George Galloway will not stand in the Rutherglen and Hamilton West by-election – despite crowd funding more than £12,000 for a campaign.
The firebrand former MP told The Sunday Post he is currently working abroad and has no intention of fighting for the seat.
Galloway raised £12,239 from 422 supporters over 45 days in late 2020, saying any unspent cash would help contest the upcoming Holyrood election.
In a video appealing for donations at the time, he assured backers a by-election is “inevitable” following the Covid rule-breaking of former SNP MP Margaret Ferrier.
‘All the way to victory’
At the time he vowed: “This train, which has left the station, is going all the way to victory.”
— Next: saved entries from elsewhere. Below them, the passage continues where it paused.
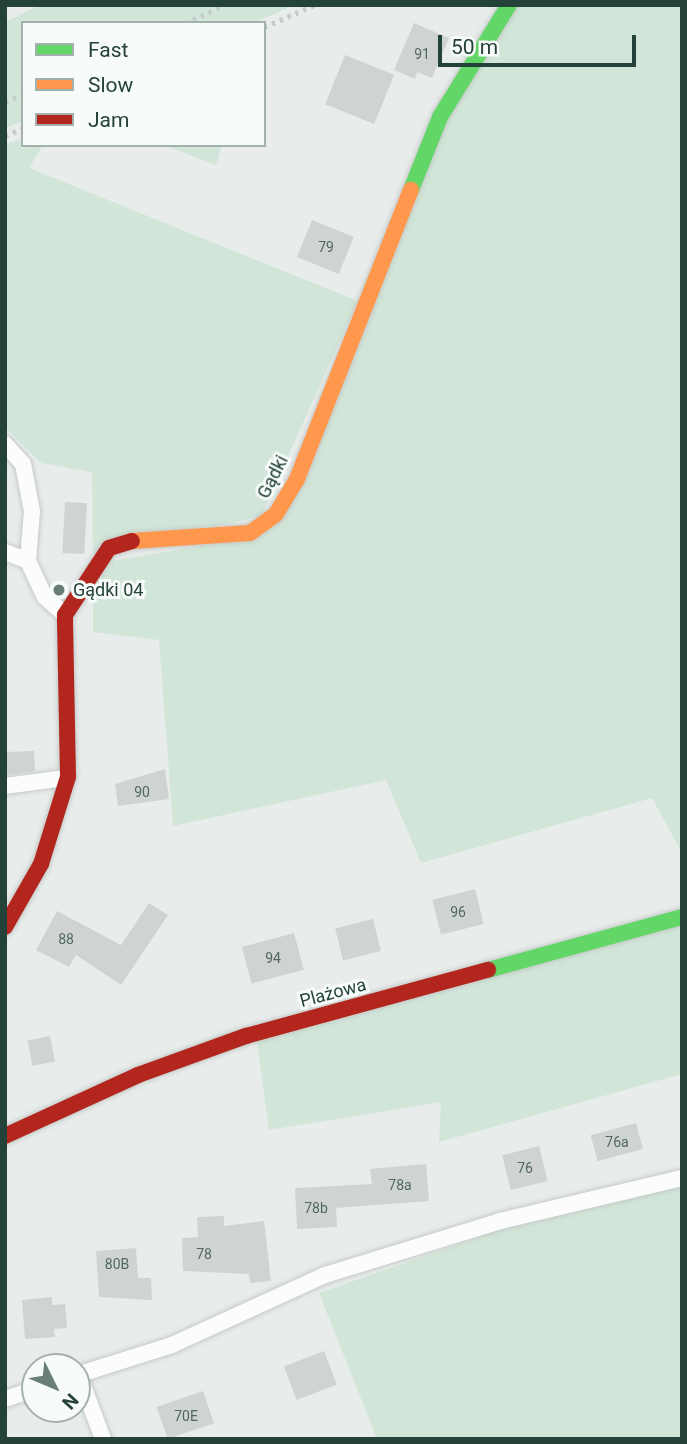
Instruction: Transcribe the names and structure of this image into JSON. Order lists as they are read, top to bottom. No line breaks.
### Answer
{"streets":{"street":["Gądki","Plażowa"]},"places":["Gądki 04"],"house_numbers":["91","79","90","96","88","94","76a","76","78a","78b","78","80B","70E"],"legend":["Fast","Slow","Jam"],"scale_bar":"50 m","north":"bottom right"}
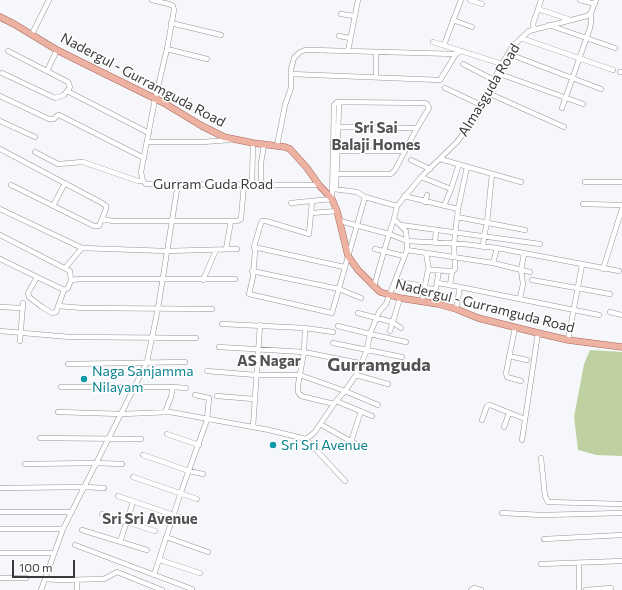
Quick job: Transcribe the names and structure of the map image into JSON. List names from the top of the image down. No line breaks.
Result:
{"streets":{"main road":["Nadergul - Gurramguda Road"],"street":["Almasguda Road","Gurram Guda Road"]},"crossings":[["Nadergul - Gurramguda Road","Almasguda Road"],["Nadergul - Gurramguda Road","Gurram Guda Road"]],"districts":["Sri Sai Balaji Homes","AS Nagar","Gurramguda","Sri Sri Avenue"],"places":["Naga Sanjamma Nilayam","Sri Sri Avenue"],"scale_bar":"100 m"}
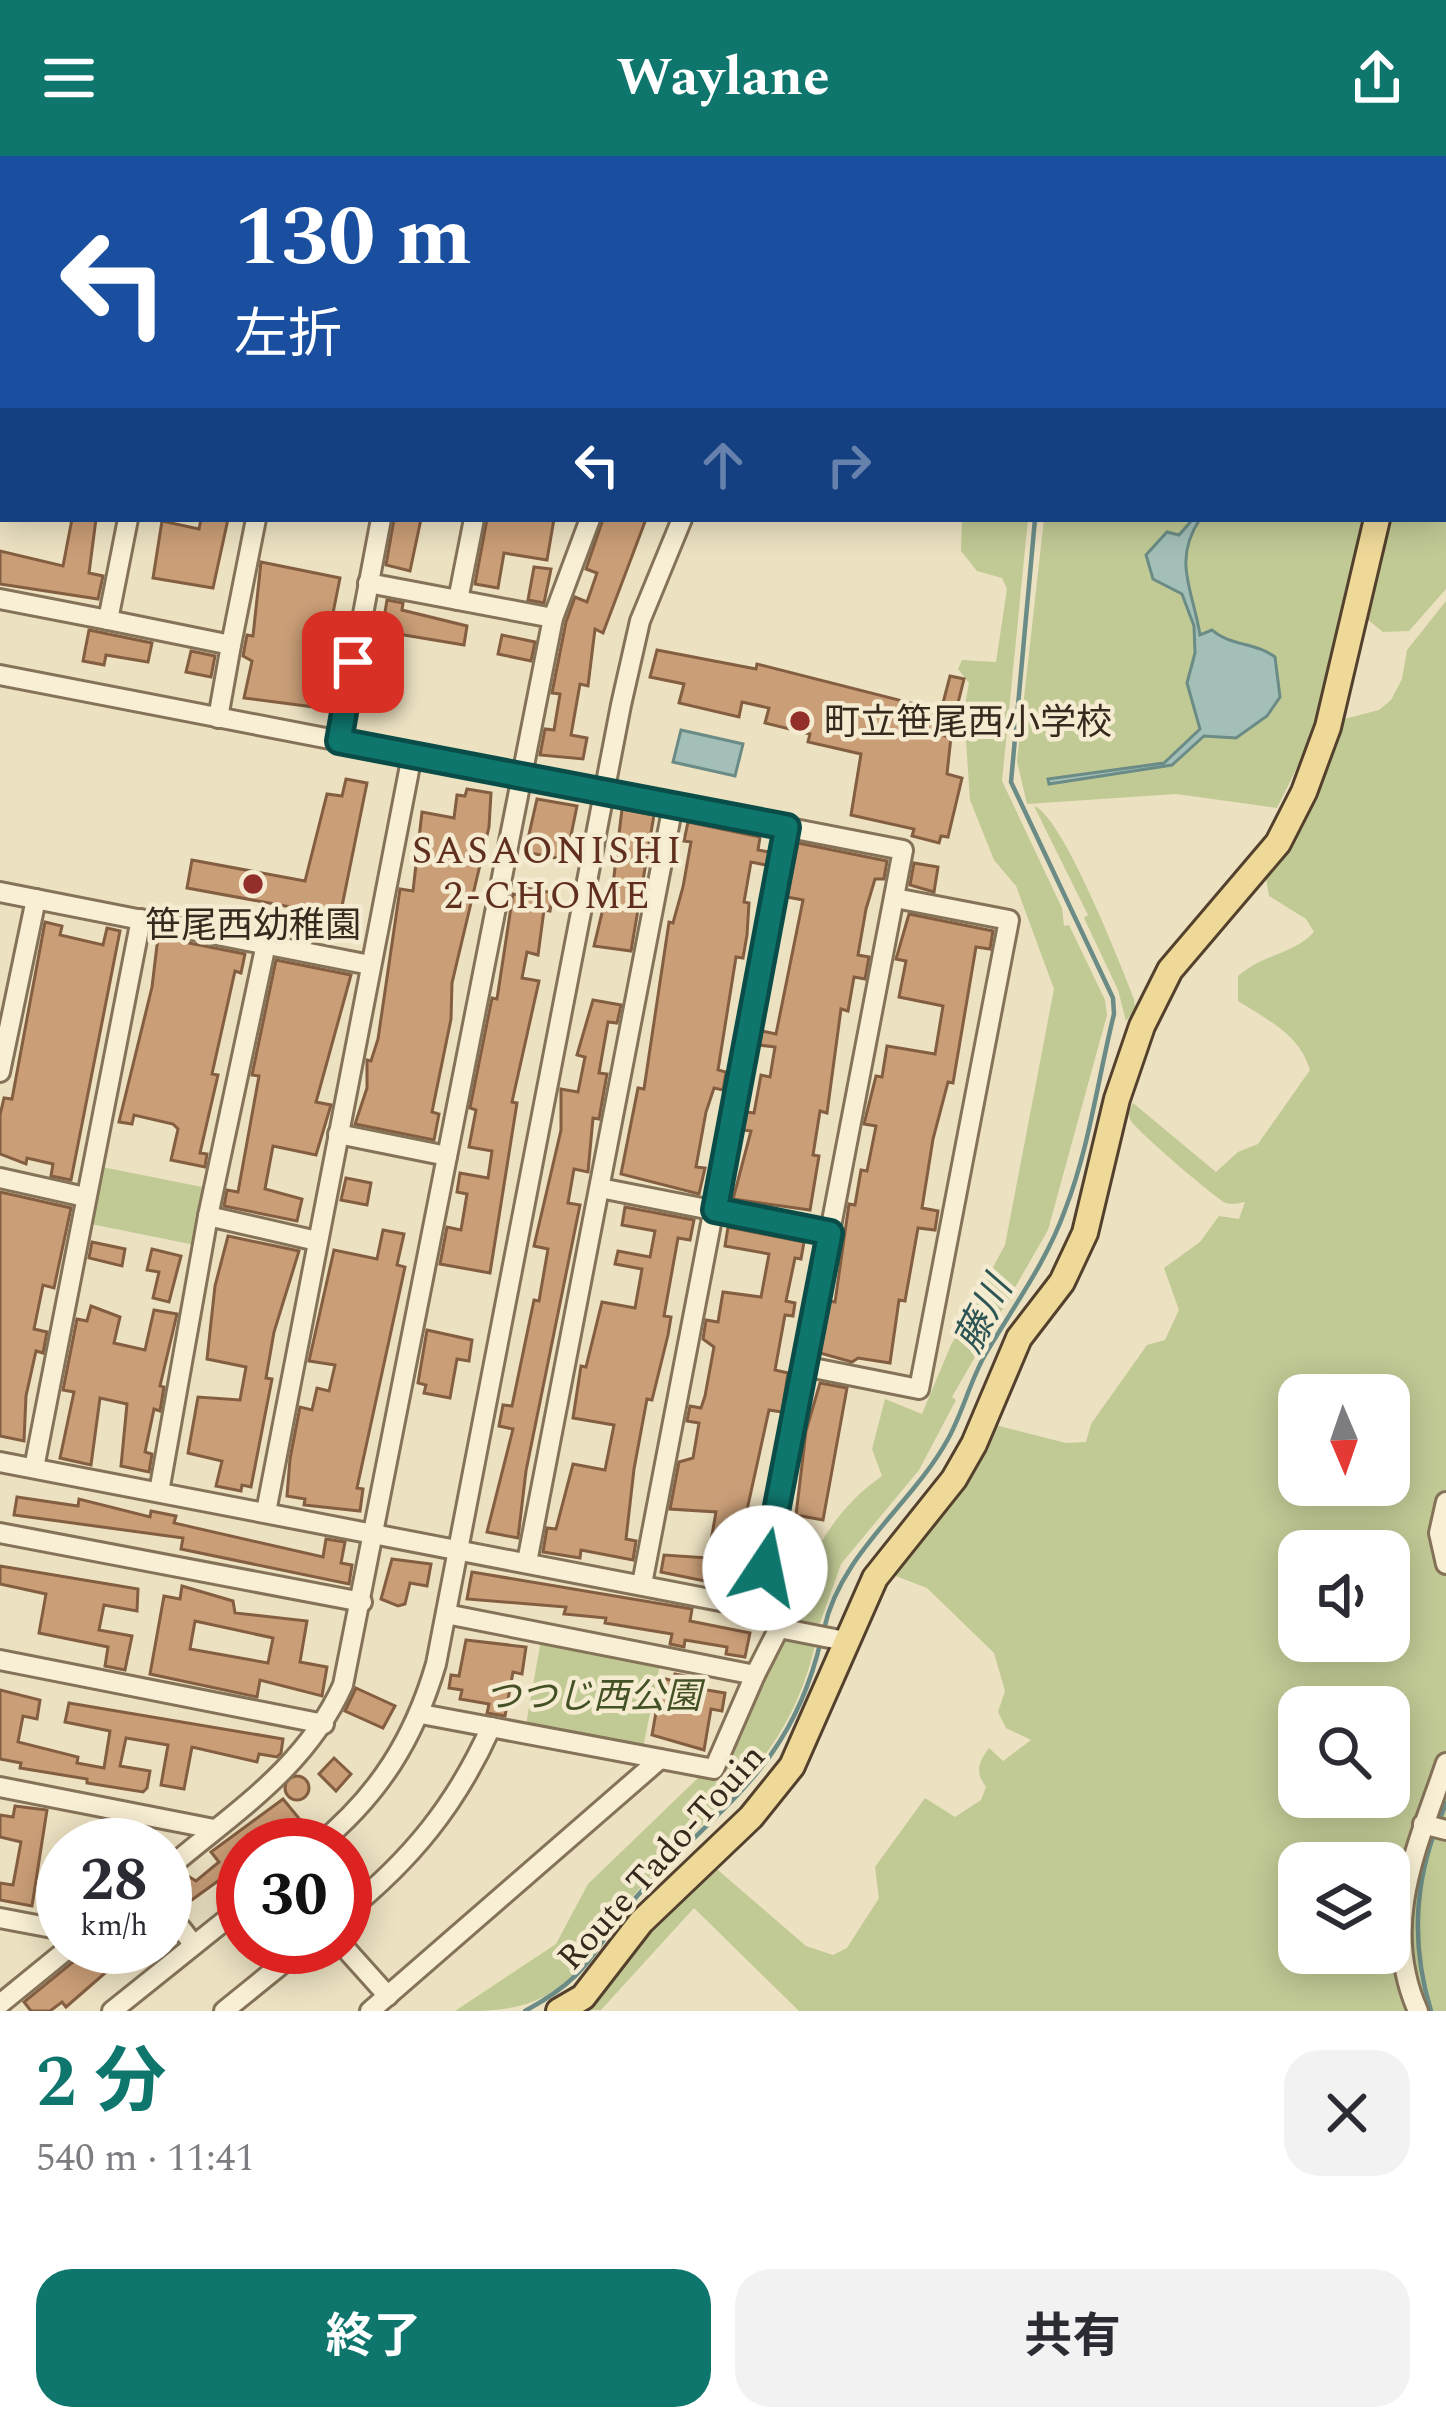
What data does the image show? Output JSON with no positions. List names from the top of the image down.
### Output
{
  "streets": {
    "main road": ["Route Tado-Touin"]
  },
  "districts": ["SASAONISHI 2-CHOME"],
  "water": ["藤川"],
  "parks": ["つつじ西公園"],
  "places": ["町立笹尾西小学校", "笹尾西幼稚園"],
  "north": "bottom",
  "page": {
    "header": "Waylane",
    "turn": ["130 m", "左折"],
    "speed": "28 km/h",
    "limit": "30",
    "heading": ["2 分", "540 m · 11:41"],
    "buttons": ["終了", "共有"]
  }
}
But after a landmark election contest was confirmed earlier this week, Galloway insisted the only two parties that should run are Labour and the SNP.
He said: “I think nobody should stand except the best placed pro-Union candidate, which in this case is obviously Labour.
“It should be a straight Labour-SNP fight and that should be the case in every contest until we have ridden Scotland of this scourge of separatism.”
Galloway told us the £12,239 donated to the Rutherglen and Hamilton West fundraiser was instead used as a “fighting fund” for his now defunct All For Unity party at the 2021 Scottish Parliament election.
According to Electoral Commission receipts, that means more than 40% of the money spent by the party during the campaign came from a crowd-funder for an election Galloway will now not be taking part in.
He said: “We could not have been clearer.
“We said in the fundraiser that any funds not spent on a by-election will be spent on the Holyrood election of ’21.
“It’s been a long time waiting on this by-election.”
Speaking at the time, Galloway claimed he could get the necessary signatures to force a by-election in a single weekend, if not an afternoon.
Covid rules broken
A contest in Rutherglen was finally confirmed on August 1 after nearly 12,000 constituents voted for Ferrier to be removed from her seat.
She was suspended from the Commons for 30 days after being convicted of breaking travel rules during lockdown.
She travelled to London and spoke in the Commons while awaiting the result of a Covid test in 2020. She then got a train home to Glasgow after testing positive.
Ferrier confirmed she will not stand in the election.
The seat she leaves behind will become a major political contest as Labour attempts to rebuild its credentials as an election-winner in Scotland.
Officially, the by-election campaign will only get underway once a writ has been issued in the Commons.
But in reality, the campaign in Rutherglen and Hamilton West has been running for months.
The constituency has swung between Labour and the SNP in recent years.
It is seen as the first real test of shifting allegiances in Scottish politics following Nicola Sturgeon’s resignation as first minister in February.
Overturning the SNP’s 5,000-vote majority will be crucial as Labour attempts to build momentum ahead of the next general election.
It is also the first major test at the ballot box for new SNP leader Humza Yousaf as he contends with an ongoing police investigation into the party’s finances and questions over transparency.